/dms_analysis_stub

A stub for analysis and plotting of DMS experiments with R

Primary LanguageHTMLMIT LicenseMIT

DMS Analysis Stub

Description

This repository contains files and a structure that can be used to initialize a new DMS analysis project. It is intended to be used as a template for new projects.

This workflow contains the starting framework used in the Fraser and Coyote-Maestas labs at UCSF for analyzing DMS data. We will attempt to keep it up to date with the current versions of our basic analyses.

Table of Contents

Installation

Clone the repository into a new directory:

git clone https://github.com/odcambc/dms_analysis_stub.git

Alternatively, fork the repository and clone your fork. This will allow you to make changes to the stub and use your own version. Please consider contributing your changes back to the main repository, as well!

After cloning, you will need to initialize the repository. If you are using rstudio, you can do this by opening the project file dms_analysis_stub.Rproj, then initializing the environment with the command renv::restore().

Otherwise, you can initialize the repository by running the following command from the root directory of the repository:

Rscript -e 'renv::restore()'

To start analyzing and plotting, simply add your data files to the data folder and edit the analysis files in the analysis directory. Use the file structure below as a guide for where to put your files.

Usage

File Structure

The file structure can be modified as needed, but the default structure is as follows:

.
├── analysis
│   ├── functions
│   │   ├── dms_analysis_utilities.r 
│   │   ├── map_pdb.r
│   │   ├── mkh_heatmap_function.R
│   │   ├── plot_heatmap.r
│   │   └── plot_scatter.r
│   ├── dms_cutoffs.Rmd
│   └── dms_plotting.Rmd
├── data
│   ├── scores
│   │   └── (Put the starting score files in here)
│   ├── sequences
│   │   └── (Put the WT sequence fasta in here)
│   └── structures
│       └── (Put any PDB files in here)
├── dms_analysis_stub.Rproj
├── LICENSE
├── README.md
├── renv
│   └── ...
└── results
    ├── plots
    │   ├── heatmaps
    │   │   └── (Output heatmaps will be put in here)
    │   └── scatterplots
    │       └── (Output scatterplots will be put in here)
    ├── scores
    │   └── (Output score files will be put in here)
    └── structures
        └── (Output structures will be put in here)

Custom functions

The analysis/functions directory contains some custom functions that are used in the analysis. Here is a brief description of some of the utilities:

dms_analysis_utilities.r contains general functions for parsing DMS data and setting up aesthetics. Color palettes and some useful variant orderings for plotting are also defined here.

map_pdb.r contains a function for mapping positionally summarized DMS data onto a PDB structure. This function uses the bio3d package.
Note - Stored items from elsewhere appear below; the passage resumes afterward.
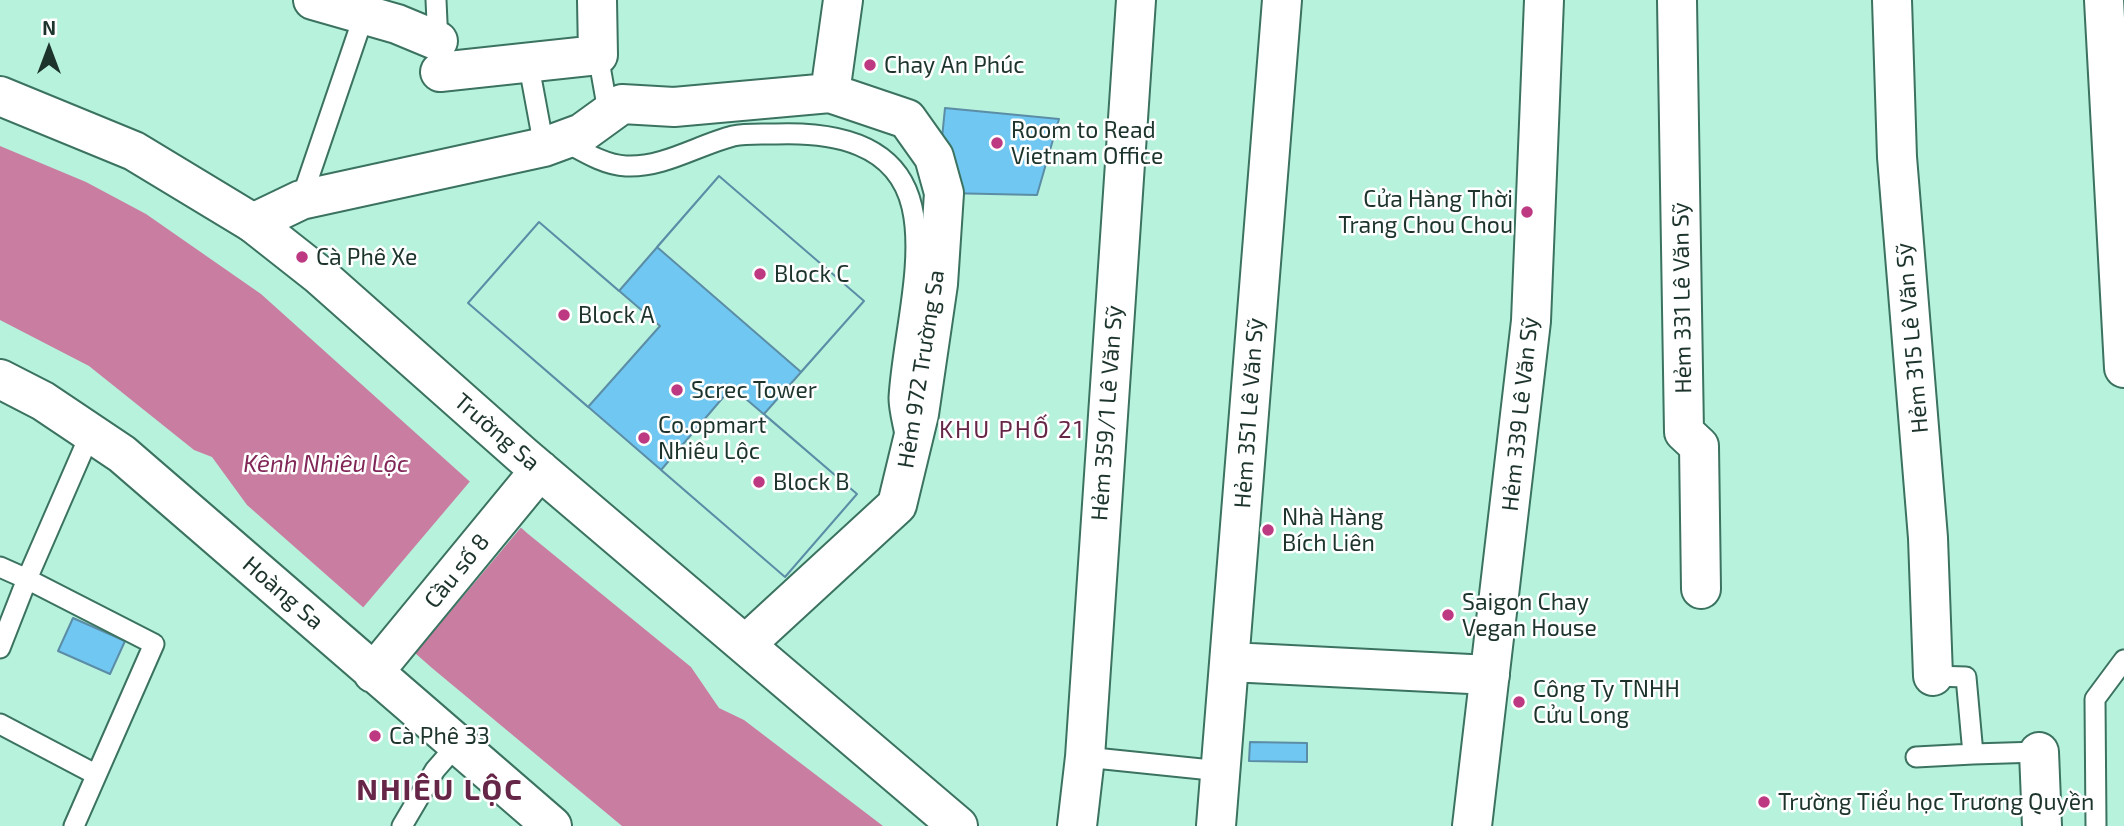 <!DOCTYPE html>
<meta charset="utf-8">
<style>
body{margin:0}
#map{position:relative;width:2124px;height:826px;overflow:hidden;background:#b7f2dd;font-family:"Exo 2",sans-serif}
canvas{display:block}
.north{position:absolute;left:14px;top:14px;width:70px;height:70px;-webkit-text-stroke:5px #fff;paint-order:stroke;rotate:0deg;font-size:19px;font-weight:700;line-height:28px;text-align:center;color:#1d342d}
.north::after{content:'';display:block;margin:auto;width:24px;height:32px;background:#1d342d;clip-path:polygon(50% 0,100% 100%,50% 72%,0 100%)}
</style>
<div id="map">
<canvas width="2124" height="826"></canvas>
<div class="north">N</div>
</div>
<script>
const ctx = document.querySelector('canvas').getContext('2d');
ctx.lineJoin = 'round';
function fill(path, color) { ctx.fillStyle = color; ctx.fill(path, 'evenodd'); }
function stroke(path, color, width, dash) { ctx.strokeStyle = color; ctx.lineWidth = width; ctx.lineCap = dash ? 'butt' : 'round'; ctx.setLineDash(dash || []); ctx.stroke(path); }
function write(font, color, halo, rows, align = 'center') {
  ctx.font = font + ' "Exo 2",sans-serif'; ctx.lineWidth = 5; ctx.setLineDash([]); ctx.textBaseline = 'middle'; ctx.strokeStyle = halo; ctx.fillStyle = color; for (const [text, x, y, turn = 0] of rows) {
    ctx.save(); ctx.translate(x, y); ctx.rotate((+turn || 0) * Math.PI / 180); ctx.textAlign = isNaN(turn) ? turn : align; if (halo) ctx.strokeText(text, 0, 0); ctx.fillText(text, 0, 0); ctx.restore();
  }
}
const water = new Path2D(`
 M 0,146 L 86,182 L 146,214 L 261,294 L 527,533 L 691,667 L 719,708 L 744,720 L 883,826 L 622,826 L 432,668 L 247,505 L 212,457 L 194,450 L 89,366 L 0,320 Z`);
const pier = new Path2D(`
 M 472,479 L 523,525 L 413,656 L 361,610 Z`);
const building = new Path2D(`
 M 945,108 L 1059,119 L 1037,195 L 944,193 L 939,168 Z
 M 719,176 L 864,301 L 764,414 L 857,494 L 785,577 L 468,303 L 539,222 L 619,291 Z
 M 719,176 L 864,301 L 801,372 L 657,247 Z
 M 539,222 L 660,326 L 588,407 L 468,303 Z
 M 732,387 L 857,494 L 785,577 L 661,470 Z
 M 73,618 L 125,641 L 110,674 L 58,651 Z
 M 1250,742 L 1307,743 L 1307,762 L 1249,761 Z`);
const service = new Path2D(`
 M 436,0 L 438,44
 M 598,55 L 606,100 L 622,104
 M 528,61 L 544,147
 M 562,140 C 581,150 603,165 626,166 C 663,168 698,145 733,136 C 746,133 762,134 776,134 C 832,132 897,142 912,207 C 925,263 902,341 899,398 C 899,410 903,423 905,435
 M 301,200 L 364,15
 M 0,567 L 27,579 L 0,648
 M 1933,676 L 1966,677 L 1973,754 L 2039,752
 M 0,724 L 95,774
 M 1085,757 L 1221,771
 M 1916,757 L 1973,754
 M 74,826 L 154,644 L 27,579 L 91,432
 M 402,826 L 435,770 L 456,746
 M 2096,826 L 2095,699 L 2124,660`);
const minor = new Path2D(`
 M 313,0 L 397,24 L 438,41
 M 1677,0 L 1684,432 L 1699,446 L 1701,589
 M 1892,0 L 1897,157 L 1928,538 L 1933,676
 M 440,72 L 598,55 L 597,0
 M 830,93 L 843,0
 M 253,223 L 301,200 L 544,147 L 582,133 L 622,104 L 674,107 L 830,93 L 907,119 L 934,157 L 944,193 L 938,284 L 919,414 L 897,505 L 746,644
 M 1230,662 L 1490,675
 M 2039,752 L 2042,826
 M 1077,826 L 1085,757 L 1136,0
 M 1216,826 L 1282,0
 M 1472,826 L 1531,321 L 1544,0`);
const tertiary = new Path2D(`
 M 2104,0 L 2124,368
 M 0,96 L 134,151 L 253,223 L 319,275 L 522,455 L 958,826
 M 0,379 L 43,401 L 122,454 L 552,826
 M 373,673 L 540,470`);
const markers = [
 [870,65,7,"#bd3a82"],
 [997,143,7,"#bd3a82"],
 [1527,212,7,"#bd3a82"],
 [302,257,7,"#bd3a82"],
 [760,274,7,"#bd3a82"],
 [564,315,7,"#bd3a82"],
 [677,390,7,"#bd3a82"],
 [644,438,7,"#bd3a82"],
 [759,482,7,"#bd3a82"],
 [1268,530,7,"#bd3a82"],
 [1448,615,7,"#bd3a82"],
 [1519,702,7,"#bd3a82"],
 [375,736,7,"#bd3a82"],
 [1764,802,7,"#bd3a82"]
];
const poiNames = [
 ["Chay An Phúc",884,65],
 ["Room to Read",1011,130],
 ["Vietnam Office",1011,156],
 ["Cửa Hàng Thời",1513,199,"right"],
 ["Trang Chou Chou",1513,225,"right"],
 ["Cà Phê Xe",316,257],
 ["Block C",774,274],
 ["Block A",578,315],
 ["Screc Tower",691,390],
 ["Co.opmart",658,425],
 ["Nhiêu Lộc",658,451],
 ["Block B",773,482],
 ["Nhà Hàng",1282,517],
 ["Bích Liên",1282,543],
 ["Saigon Chay",1462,602],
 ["Vegan House",1462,628],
 ["Công Ty TNHH",1533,689],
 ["Cửu Long",1533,715],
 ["Cà Phê 33",389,736],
 ["Trường Tiểu học Trương Quyền",1778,802]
];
const streetNames = [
 ["Hẻm 331 Lê Văn Sỹ",1682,298,-91],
 ["Hẻm 315 Lê Văn Sỹ",1912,338,-95],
 ["Hẻm 972 Trường Sa",921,369,-81],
 ["Hẻm 359/1 Lê Văn Sỹ",1107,413,-86],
 ["Hẻm 351 Lê Văn Sỹ",1249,413,-86],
 ["Hẻm 339 Lê Văn Sỹ",1520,414,-84],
 ["Trường Sa",497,432,41],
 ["Cầu số 8",457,571,-51],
 ["Hoàng Sa",283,593,41]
];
const neighbourhoodNames = [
 ["KHU PHỐ 21",1012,430]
];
const waterNames = [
 ["Kênh Nhiêu Lộc",326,464]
];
const districtNames = [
 ["NHIÊU LỘC",440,790]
];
fill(water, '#c97ea1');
fill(pier, '#b7f2dd');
fill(building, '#70c7f1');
stroke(building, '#5b8da6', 2);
stroke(service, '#3b7260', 23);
stroke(minor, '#3b7260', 42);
stroke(tertiary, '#3b7260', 42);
stroke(service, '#fff', 19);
stroke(minor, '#fff', 38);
stroke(tertiary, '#fff', 38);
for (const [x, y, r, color] of markers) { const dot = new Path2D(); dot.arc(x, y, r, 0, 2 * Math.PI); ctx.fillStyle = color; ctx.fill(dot); stroke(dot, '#fff', 2.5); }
write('23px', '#1d342d', '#fff', poiNames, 'left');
write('23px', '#1d342d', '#fff', streetNames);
ctx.letterSpacing = '2px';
write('24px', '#662648', '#fff', neighbourhoodNames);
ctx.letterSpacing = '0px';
write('italic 24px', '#802758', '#fff', waterNames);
ctx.letterSpacing = '2px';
write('bold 30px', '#662648', '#fff', districtNames);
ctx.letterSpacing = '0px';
</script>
plot_heatmap.r contains a function for plotting a heatmap of DMS data. This function is fairly customizable, but the defaults are hopefully reasonable. Some useful variant orderings for plotting are defined in dms_analysis_utilities.R.

mkh_heatmap_function.R contains an alternative heatmap plotting function. Note that the syntax is not identical to plot_heatmap.r!
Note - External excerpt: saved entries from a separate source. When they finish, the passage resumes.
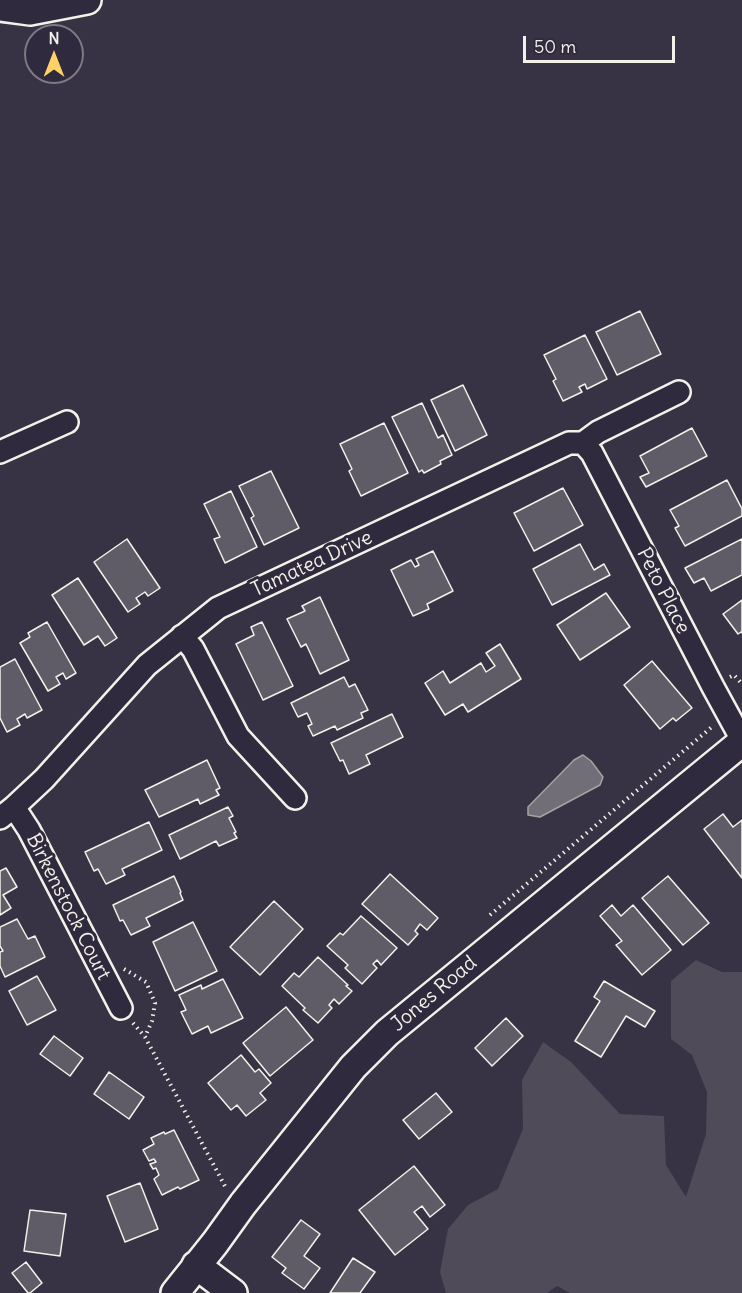 <!DOCTYPE html>
<style>
body{margin:0}
#map{position:relative;width:742px;height:1293px;overflow:hidden;background:#373244;font-family:Delius,sans-serif}
canvas{display:block}
.north{position:absolute;left:24px;top:24px;width:60px;height:60px;box-sizing:border-box;background:#2f2a3d;border:2px solid #7e7a81;border-radius:50%;rotate:0deg;font-size:16px;font-weight:700;line-height:24px;text-align:center;color:#f4f1e8}
.north::after{content:'';display:block;margin:auto;width:21px;height:27px;background:#ffd166;clip-path:polygon(50% 0,100% 100%,50% 72%,0 100%)}
.scale{position:absolute;left:523px;top:36px;width:152px;height:27px;box-sizing:border-box;border:3px solid #f4f1e8;border-top:0;padding-left:8px;font-size:18px;line-height:21px;white-space:nowrap;color:#f4f1e8;-webkit-text-stroke:4px #2f2a3d;paint-order:stroke}
</style>
<div id="map">
<canvas width="742" height="1293"></canvas>
<div class="north">N</div>
<div class="scale">50 m</div>
</div>
<script>
const ctx = document.querySelector('canvas').getContext('2d');
ctx.lineJoin = 'round';
function fillPath(path, color) { ctx.fillStyle = color; ctx.fill(path, 'evenodd'); }
const toPath = rows => new Path2D(rows.map(r => 'M' + r).join(''));
function stroke(path, color, width, dash) { ctx.strokeStyle = color; ctx.lineWidth = width; ctx.lineCap = dash ? 'butt' : 'round'; ctx.setLineDash(dash || []); ctx.stroke(path); }
function label(font, color, halo, rows, align = 'center') {
  ctx.font = font + ' Delius,sans-serif'; ctx.lineWidth = 6; ctx.setLineDash([]); ctx.textBaseline = 'middle'; ctx.strokeStyle = halo; ctx.fillStyle = color; for (const [text, x, y, turn = 0] of rows) {
    ctx.save(); ctx.translate(x, y); ctx.rotate((+turn || 0) * Math.PI / 180); ctx.textAlign = isNaN(turn) ? turn : align; if (halo) ctx.strokeText(text, 0, 0); ctx.fillText(text, 0, 0); ctx.restore();
  }
}
const green = toPath([
 [696,960,722,972,742,972,742,1293,570,1293,557,1286,547,1293,446,1293,440,1272,448,1229,468,1205,498,1189,523,1129,522,1080,543,1042,571,1062,620,1114,664,1116,666,1165,686,1197,706,1134,707,1092,692,1055,671,1039,671,981]
]);
const water = toPath([
 [583,755,591,761,603,777,600,785,540,817,528,815,528,807,574,760,583,755]
]);
const building = toPath([
 [640,311,661,354,617,375,596,332,640,311],
 [585,335,607,379,587,389,585,384,579,387,582,392,563,401,553,381,556,379,544,355,585,335],
 [463,385,487,435,455,451,431,400,463,385],
 [422,403,438,438,443,435,452,455,440,461,441,464,424,473,422,470,419,472,392,417,422,403],
 [384,423,408,473,361,496,349,471,352,469,340,444,384,423],
 [692,428,707,456,646,487,640,477,649,473,640,456,692,428],
 [271,471,299,528,264,545,251,518,254,516,239,486,271,471],
 [727,480,742,509,742,516,685,546,675,528,679,526,670,510,727,480],
 [563,488,583,525,534,551,514,513,563,488],
 [231,491,257,547,225,563,214,539,220,537,204,504,231,491],
 [127,539,160,588,148,596,145,592,136,598,140,604,128,612,94,562,127,539],
 [742,539,742,575,711,591,704,578,694,583,685,568,742,539],
 [580,544,594,570,604,564,610,575,552,605,533,569,580,544],
 [433,551,453,591,427,604,429,609,413,616,391,570,411,560,415,567,419,565,416,559,433,551],
 [78,578,117,638,105,646,98,636,84,645,52,595,78,578],
 [606,593,630,627,580,660,557,625,606,593],
 [320,597,349,660,320,674,306,644,301,647,287,619,305,611,302,606,320,597],
 [742,600,742,633,741,632,738,634,723,614,742,600],
 [47,622,76,673,66,679,63,673,56,677,60,684,48,691,20,643,30,637,28,633,47,622],
 [262,622,293,686,263,700,236,644,254,635,251,627,262,622],
 [500,644,521,679,468,712,463,704,445,715,425,683,443,671,450,683,481,663,486,672,495,666,486,653,500,644],
 [15,659,42,710,27,718,25,714,17,719,20,725,7,732,0,718,0,667,15,659],
 [652,661,692,708,676,721,673,718,660,729,624,685,652,661],
 [344,677,349,687,355,684,368,710,361,713,363,718,337,730,335,726,313,736,308,726,312,724,307,713,298,717,291,703,344,677],
 [392,714,403,737,366,755,370,764,349,774,343,760,340,761,331,743,392,714],
 [207,760,220,788,216,790,219,795,200,804,198,799,159,817,145,790,207,760],
 [228,807,233,816,229,818,236,832,234,833,237,838,219,846,216,841,180,859,169,835,228,807],
 [723,814,733,827,742,820,742,878,704,829,723,814],
 [149,822,162,850,122,869,125,875,106,884,98,869,94,871,85,852,149,822],
 [6,868,17,887,3,895,11,908,0,915,0,871,6,868],
 [390,874,438,918,427,930,420,924,415,931,418,934,408,945,362,904,390,874],
 [174,876,181,892,180,893,183,900,146,918,150,926,131,935,123,920,120,921,113,905,174,876],
 [668,876,709,923,683,945,642,898,668,876],
 [274,901,303,929,260,975,230,947,274,901],
 [612,905,621,916,633,905,671,950,642,975,616,945,622,941,600,916,612,905],
 [361,916,397,948,381,965,377,960,373,964,377,968,362,984,345,968,348,965,327,946,340,933,343,935,361,916],
 [17,919,28,939,35,936,45,957,5,977,0,966,0,952,3,951,0,946,0,927,17,919],
 [193,922,217,971,175,991,153,942,193,922],
 [318,957,348,985,346,986,352,991,339,1004,334,999,329,1005,332,1008,318,1023,303,1010,305,1008,282,986,294,973,299,977,318,957],
 [37,976,56,1010,27,1025,9,991,37,976],
 [223,979,243,1018,211,1033,208,1026,192,1034,181,1012,186,1010,179,995,201,985,202,989,223,979],
 [604,981,655,1011,645,1027,626,1016,601,1057,575,1041,600,1001,594,997,604,981],
 [286,1007,313,1040,270,1076,243,1043,286,1007],
 [506,1018,523,1036,492,1066,475,1048,506,1018],
 [54,1036,83,1058,70,1076,40,1054,54,1036],
 [241,1055,255,1072,259,1069,271,1083,260,1093,266,1100,246,1116,237,1105,231,1110,208,1083,241,1055],
 [109,1072,144,1097,129,1119,94,1094,109,1072],
 [436,1093,452,1112,419,1139,403,1120,436,1093],
 [174,1130,199,1180,180,1189,178,1187,162,1195,154,1179,159,1175,156,1168,153,1169,150,1164,156,1162,154,1159,149,1161,143,1150,154,1144,151,1138,164,1132,165,1134,174,1130],
 [414,1166,445,1205,430,1217,422,1206,414,1212,428,1229,395,1255,359,1210,414,1166],
 [140,1183,158,1229,125,1242,107,1196,140,1183],
 [30,1210,66,1214,60,1256,24,1251,30,1210],
 [301,1220,320,1234,304,1256,320,1268,304,1289,282,1273,286,1268,272,1257,301,1220],
 [353,1258,375,1272,360,1293,330,1293,353,1258],
 [26,1262,42,1283,30,1293,28,1293,12,1273,26,1262]
]);
const path = toPath([
 [730,677,734,675,742,684],
 [490,915,713,726],
 [124,969,146,982,155,1003,152,1021,145,1037],
 [133,1023,145,1037,226,1188]
]);
const minor = toPath([
 [583,443,592,453,713,687,742,740],
 [0,452,67,422],
 [182,636,193,649,238,736,295,798],
 [14,807,29,830,121,1008],
 [0,818,14,807,44,779,147,665,218,608,569,443,583,443,598,432,679,392]
]);
const tertiary = toPath([
 [0,7,30,11,87,0],
 [196,1265,233,1293],
 [175,1293,215,1243,243,1204,353,1067,387,1033,742,742]
]);
const streetNames = [
 ["Tamatea Drive",312,564,-25],
 ["Peto Place",663,591,63],
 ["Birkenstock Court",68,907,63],
 ["Jones Road",434,994,-40]
];
fillPath(green, '#504b59');
fillPath(water, '#726e77');
stroke(water, '#a6a2a4', 1.5);
fillPath(building, '#5f5c67');
stroke(building, '#f4f1e8', 1.5);
stroke(minor, '#f4f1e8', 26);
stroke(tertiary, '#f4f1e8', 32);
stroke(path, '#f4f1e8', 4, [1.5, 4.5]);
stroke(minor, '#2f2a3d', 21);
stroke(tertiary, '#2f2a3d', 27);
label('20px', '#f4f1e8', '#2f2a3d', streetNames);
</script>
plot_scatter.r contains a function for plotting scatterplots and marginal densities of DMS data. This function also tries to determine some rough significance thresholds for scores using the synonymous variant effect distribution. See the comments for more details.

Citations

This workflow, in some version, has been used in the following manuscripts:

If you found this useful, please let us know!

License

This project is licensed under the MIT License - see the LICENSE file for details.

Contributing

Pull requests and issues are welcome and appreciated.